Norma. Normal. Traditional.

Two generations later, what is normal-traditional? Even the same first line of ANNA KARENINA can be translated differently. (“Happy families are all alike; every unhappy family is unhappy in its own way.” "All happy families resemble one another, but each unhappy family is unhappy in its own way.") Tolstoy’s premise about happy families warrants skepticism as well; I doubt they’re alike at all. The human family has chimpanzee first cousins. We’re all related through our first land ancestor, the lungfish, straight (?) back to bacteria in some bubbling volcanic pool. Since something like water has just been located on the Moon, who knows, we may have distant relatives there. A more expansive, possibly cosmic, definition of tradition is called for. Are the following the words the ones we want to live by?:

TEVYE & PAPAS

Who, day and night, must scramble for a living,
Feed a wife and children, say his daily prayers?
And who has the right, as master of the house,
To have the final word at home? The Papa, the Papa! Tradition.
GOLDE & MAMAS
Who must know the way to make a proper home,
A quiet home, a kosher home?
Who must raise the family and run the home,
So Papa's free to read the holy books?

The Mama, the Mama! Tradition!

SONS
At three, I started Hebrew school. At ten, I learned a trade.
I hear they've picked a bride for me. I hope she's pretty.

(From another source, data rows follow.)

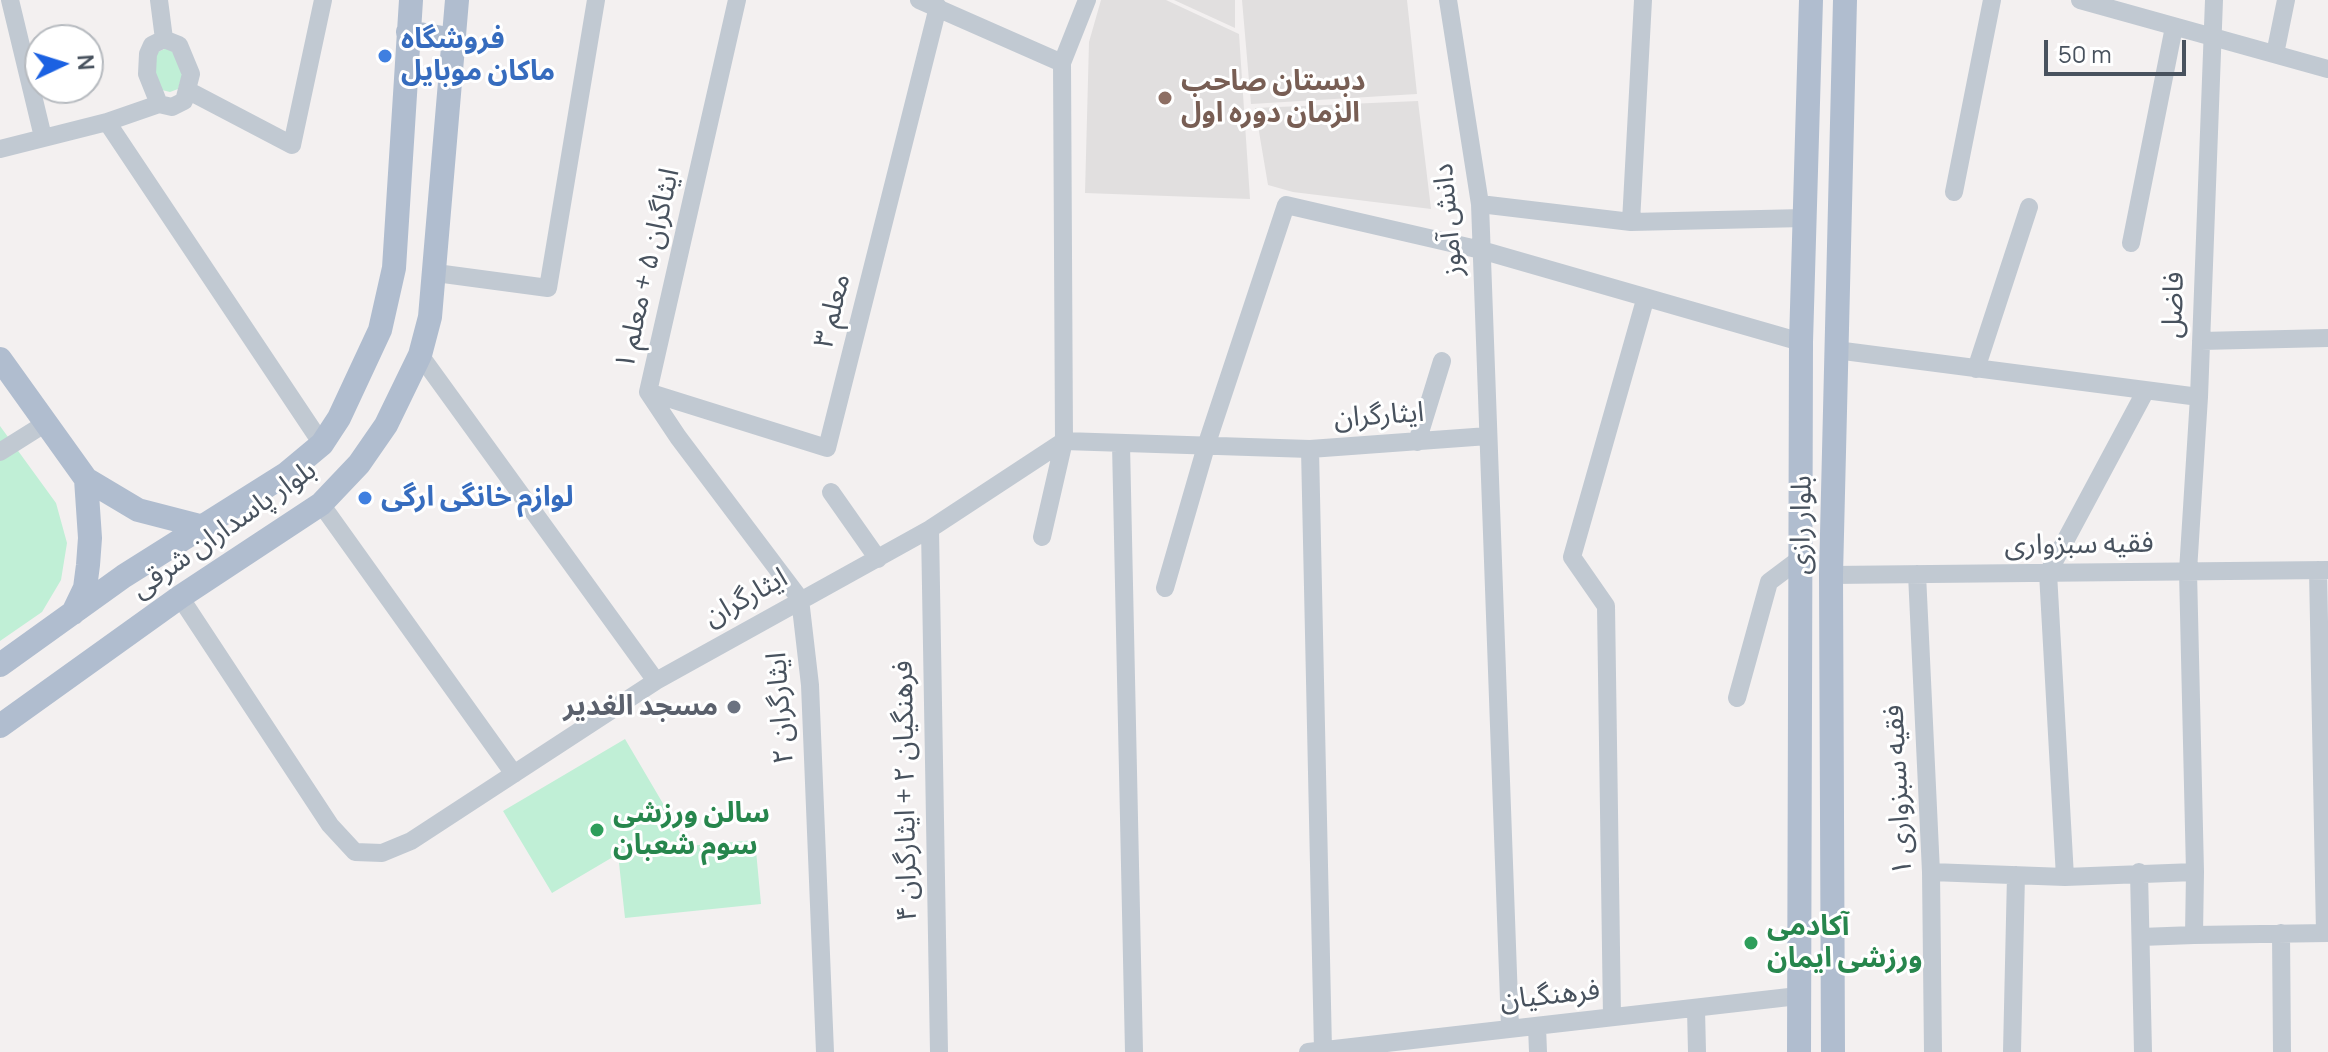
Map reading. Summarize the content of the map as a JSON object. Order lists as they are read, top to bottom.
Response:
{
  "streets": {
    "main road": ["بلوار رازی", "بلوار پاسداران شرقی"],
    "street": [
      "دانش آموز",
      "ایثاگران ۵ + معلم ۱",
      "فاضل",
      "معلم ۳",
      "ایثارگران",
      "فقیه سبزواری",
      "ایثارگران ۲",
      "فقیه سبزواری ۱",
      "فرهنگیان ۲ + ایثارگران ۴",
      "فرهنگیان"
    ]
  },
  "crossings": [
    ["دانش آموز", "ایثارگران"],
    ["دانش آموز", "فرهنگیان"],
    ["ایثاگران ۵ + معلم ۱", "معلم ۳"],
    ["ایثاگران ۵ + معلم ۱", "ایثارگران"],
    ["ایثاگران ۵ + معلم ۱", "ایثارگران ۲"],
    ["فاضل", "فقیه سبزواری"],
    ["ایثارگران", "بلوار پاسداران شرقی"],
    ["ایثارگران", "ایثارگران ۲"],
    ["ایثارگران", "فرهنگیان ۲ + ایثارگران ۴"],
    ["بلوار رازی", "فقیه سبزواری"],
    ["بلوار رازی", "فرهنگیان"],
    ["فقیه سبزواری", "فقیه سبزواری ۱"]
  ],
  "places": [
    "فروشگاه ماکان موبایل",
    "دبستان صاحب الزمان دوره اول",
    "لوازم خانگی ارگی",
    "مسجد الغدیر",
    "سالن ورزشی سوم شعبان",
    "آکادمی ورزشی ایمان"
  ],
  "scale_bar": "50 m",
  "north": "right"
}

The son, the son! Tradition!
DAUGHTERS
And who does Mama teach to mend and tend and fix,
Preparing me to marry whoever Papa picks?

The daughter, the daughter! Tradition!




Thus, Nancy Drew suspects, the call for these meditations by The Externalist.



Lois Bassen just won the Atlantic Pacific Press 2009 Drama Prize, and in the past a Mary Roberts Rinehart Fellowship for an alternative history novel, German Sabbath, about the successful assassination of Adolf Hitler on the day after the Night of the Long Knives, June 30, 1934. She has been published in many lit magazines (Kenyon Review, American Scholar, etc.) and online (Minnetonka, Conteonline, The Externalist, etc.). A Vassar grad, she has been married for 42 years, has two adult daughters (a doctor and a teacher), and recently moved from NYC to Rhode Island. She is a prizewinning, produced, and published playwright (Samuel French, MONTH BEFORE THE MOON, NEXT OF KIN at New York's ATA, 2 other plays in OH, NC), and commissioned co-author of a WWII memoir by the young Scottish bride of Baron Hajime Kawasaki (THISTLE & CHRYSANTHEMUM).